2.2 Mobile Assisted Seamless Learning
Die Mobilität und Allgegenwärtigkeit von Smartphones und Tablets macht es möglich, Lernen als einen Prozess erlebbar zu machen, der in verschiedensten Szenarien „seamless“, also „nahtlos“, stattfinden kann und nicht nur auf den Klassenraum oder Hörsaal begrenzt bleibt (Erschließung sog. „Seamless Learning Spaces“, CHAN et al., 2006). Lernen kann jederzeit und überall, formell und informell, individuell, kooperativ und sozial, analog und digital stattfinden. Mobile Technologie fungiert dabei als Mediator eines solchen Lernprozesses im Sinne des Ansatzes von „Mobile Assisted Seamless Learning“ (MSL; WONG & LOOI, 2011). Lernende werden dadurch befähigt, flexibel auf ihre Umwelt zu reagieren und mit ihr effektiv zu interagieren, wobei Smartphones oder Tablets zur Kommunikation, als Cognitive Tools, zur Dokumentation oder – wie bei iMP – als Messinstrument reflektiert und autonom benutzt werden können. In Bezug zu Letztgenanntem erweitern sich die Möglichkeiten einer individuellen außerschulischen Beschäftigung mit curricular validen Themen (z. B. experimentelle Hausaufgaben und Übungen im Physikunterricht/-studium) als auch ein explorativer Umgang zur Erschließung physikalischer Phänomene im privaten Bereich (z. B. Informal Science Learning).

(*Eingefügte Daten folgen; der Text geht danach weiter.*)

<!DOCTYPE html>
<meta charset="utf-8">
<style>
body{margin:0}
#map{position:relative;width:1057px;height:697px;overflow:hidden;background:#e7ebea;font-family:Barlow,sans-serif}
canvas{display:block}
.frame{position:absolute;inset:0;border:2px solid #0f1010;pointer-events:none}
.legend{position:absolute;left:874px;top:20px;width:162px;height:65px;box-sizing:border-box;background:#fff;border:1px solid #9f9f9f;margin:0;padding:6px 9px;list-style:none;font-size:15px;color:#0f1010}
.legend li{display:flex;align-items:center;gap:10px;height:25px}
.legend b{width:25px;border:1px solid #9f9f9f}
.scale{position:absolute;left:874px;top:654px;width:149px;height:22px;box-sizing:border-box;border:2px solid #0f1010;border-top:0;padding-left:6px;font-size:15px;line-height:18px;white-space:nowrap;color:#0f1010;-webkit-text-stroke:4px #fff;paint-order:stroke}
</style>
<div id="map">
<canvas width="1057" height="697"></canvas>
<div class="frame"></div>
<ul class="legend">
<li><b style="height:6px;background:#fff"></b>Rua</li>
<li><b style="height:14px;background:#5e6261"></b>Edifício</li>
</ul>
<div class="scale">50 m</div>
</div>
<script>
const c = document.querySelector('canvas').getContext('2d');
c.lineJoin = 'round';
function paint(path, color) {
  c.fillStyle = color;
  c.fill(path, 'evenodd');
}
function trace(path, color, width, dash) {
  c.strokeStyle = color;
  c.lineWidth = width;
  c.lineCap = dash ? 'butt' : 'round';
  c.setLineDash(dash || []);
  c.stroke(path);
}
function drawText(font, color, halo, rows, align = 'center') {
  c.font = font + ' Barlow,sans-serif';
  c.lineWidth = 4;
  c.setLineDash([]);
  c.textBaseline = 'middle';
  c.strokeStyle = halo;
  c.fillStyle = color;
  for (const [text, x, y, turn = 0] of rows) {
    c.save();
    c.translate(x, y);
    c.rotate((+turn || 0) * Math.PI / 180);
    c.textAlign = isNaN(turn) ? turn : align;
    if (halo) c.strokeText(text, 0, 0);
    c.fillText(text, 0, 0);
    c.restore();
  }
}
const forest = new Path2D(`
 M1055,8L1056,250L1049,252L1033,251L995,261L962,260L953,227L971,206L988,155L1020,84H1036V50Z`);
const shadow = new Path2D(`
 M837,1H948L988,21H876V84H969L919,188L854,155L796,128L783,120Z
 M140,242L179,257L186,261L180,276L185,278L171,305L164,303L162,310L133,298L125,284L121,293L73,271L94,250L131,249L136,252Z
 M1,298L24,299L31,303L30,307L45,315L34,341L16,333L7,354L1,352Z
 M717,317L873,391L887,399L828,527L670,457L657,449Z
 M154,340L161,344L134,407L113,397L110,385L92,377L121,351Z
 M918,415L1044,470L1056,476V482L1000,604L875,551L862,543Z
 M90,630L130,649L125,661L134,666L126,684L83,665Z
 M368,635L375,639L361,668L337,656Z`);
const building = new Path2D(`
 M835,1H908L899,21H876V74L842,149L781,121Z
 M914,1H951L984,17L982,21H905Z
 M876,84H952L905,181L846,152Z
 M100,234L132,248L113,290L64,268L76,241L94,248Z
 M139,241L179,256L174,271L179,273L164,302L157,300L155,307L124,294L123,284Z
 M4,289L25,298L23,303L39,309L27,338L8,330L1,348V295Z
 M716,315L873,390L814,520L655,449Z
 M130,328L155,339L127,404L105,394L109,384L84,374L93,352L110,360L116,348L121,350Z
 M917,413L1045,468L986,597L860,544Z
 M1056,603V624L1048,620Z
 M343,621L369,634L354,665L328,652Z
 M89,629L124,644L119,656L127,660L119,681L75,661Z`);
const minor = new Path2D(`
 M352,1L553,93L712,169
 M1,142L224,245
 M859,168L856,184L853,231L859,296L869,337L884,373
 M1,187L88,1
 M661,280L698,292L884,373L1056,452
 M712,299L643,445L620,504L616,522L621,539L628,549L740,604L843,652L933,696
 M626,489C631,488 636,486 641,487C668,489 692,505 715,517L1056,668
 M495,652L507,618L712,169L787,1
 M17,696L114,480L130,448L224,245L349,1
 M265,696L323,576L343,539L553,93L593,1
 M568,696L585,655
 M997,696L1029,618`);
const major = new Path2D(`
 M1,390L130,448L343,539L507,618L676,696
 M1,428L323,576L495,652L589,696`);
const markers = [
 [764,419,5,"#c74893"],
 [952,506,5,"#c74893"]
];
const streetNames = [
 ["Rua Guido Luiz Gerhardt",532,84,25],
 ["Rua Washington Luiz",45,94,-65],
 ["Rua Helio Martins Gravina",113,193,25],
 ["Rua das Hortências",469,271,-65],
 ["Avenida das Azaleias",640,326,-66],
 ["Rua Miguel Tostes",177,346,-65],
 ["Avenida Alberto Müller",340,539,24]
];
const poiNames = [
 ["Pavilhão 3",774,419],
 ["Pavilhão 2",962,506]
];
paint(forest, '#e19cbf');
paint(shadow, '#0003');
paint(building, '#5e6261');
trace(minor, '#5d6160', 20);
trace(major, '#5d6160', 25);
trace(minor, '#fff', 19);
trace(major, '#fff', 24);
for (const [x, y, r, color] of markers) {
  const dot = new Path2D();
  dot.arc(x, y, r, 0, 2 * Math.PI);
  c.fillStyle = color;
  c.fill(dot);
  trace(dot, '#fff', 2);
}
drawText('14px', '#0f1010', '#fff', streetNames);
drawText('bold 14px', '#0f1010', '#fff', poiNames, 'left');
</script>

Um MSL zu fördern, bedarf es einem Zusammenspiel institutionalisierter formeller und selbstregulierter informeller Lernszenarien. Dabei werden in der Literatur verschiedene Unterscheidungen von formellen und informellen Lernarrangements gegeben (vgl. COLLEY, HODKINSON & MALCOM, 2003; WONG & LOOI, 2011). Wir orientieren uns an die von KUKULSKA-HULME et al. (2009) vorgeschlagene Unterteilung von Lernen. Alle vier Typen von Lernen (Tabelle 1) können und müssen in der Ausbildung vertreten sein, um MSL zu initiieren. Ein etwa nur auf Freiwilligkeit und Selbstregulierung ausgerichtetes Lernen ist insbesondere in der Disziplin der Physik undenkbar. Ohne formale, external strukturierte und initiierte Lernarrangements, die Expertise und Möglichkeiten der Reflexion bereitstellen, besteht die Gefahr, dass Fehlkonzepte entstehen und etabliert werden können. Informelles Lernen muss erst durch formelles Lernen vorbereitet und sollte wiederum in formellen Lerngelegenheiten reflektiert werden. Kompetenzentwicklung erfolgt in diesem Sinne als komplementäre Abfolge informeller und eher erfahrungsorientierter sowie formaler und eher theorieorientierter Lernprozesse. Neben der wichtigen Dimension der Organisation des Lernarrangements im Zusammenspiel von formellem und informellem Lernen gibt es noch neun weitere Kriterien, die MSL-Designs charakterisieren (MSL 1-10; WONG & LOOI, 2011), siehe Tabelle 2. Die Umsetzung der Prinzipien in den beiden Beispielen iAcoustics (Kap. 3.1) und physics.move (3.2) geht aus Tabelle 2 stichpunktartig hervor.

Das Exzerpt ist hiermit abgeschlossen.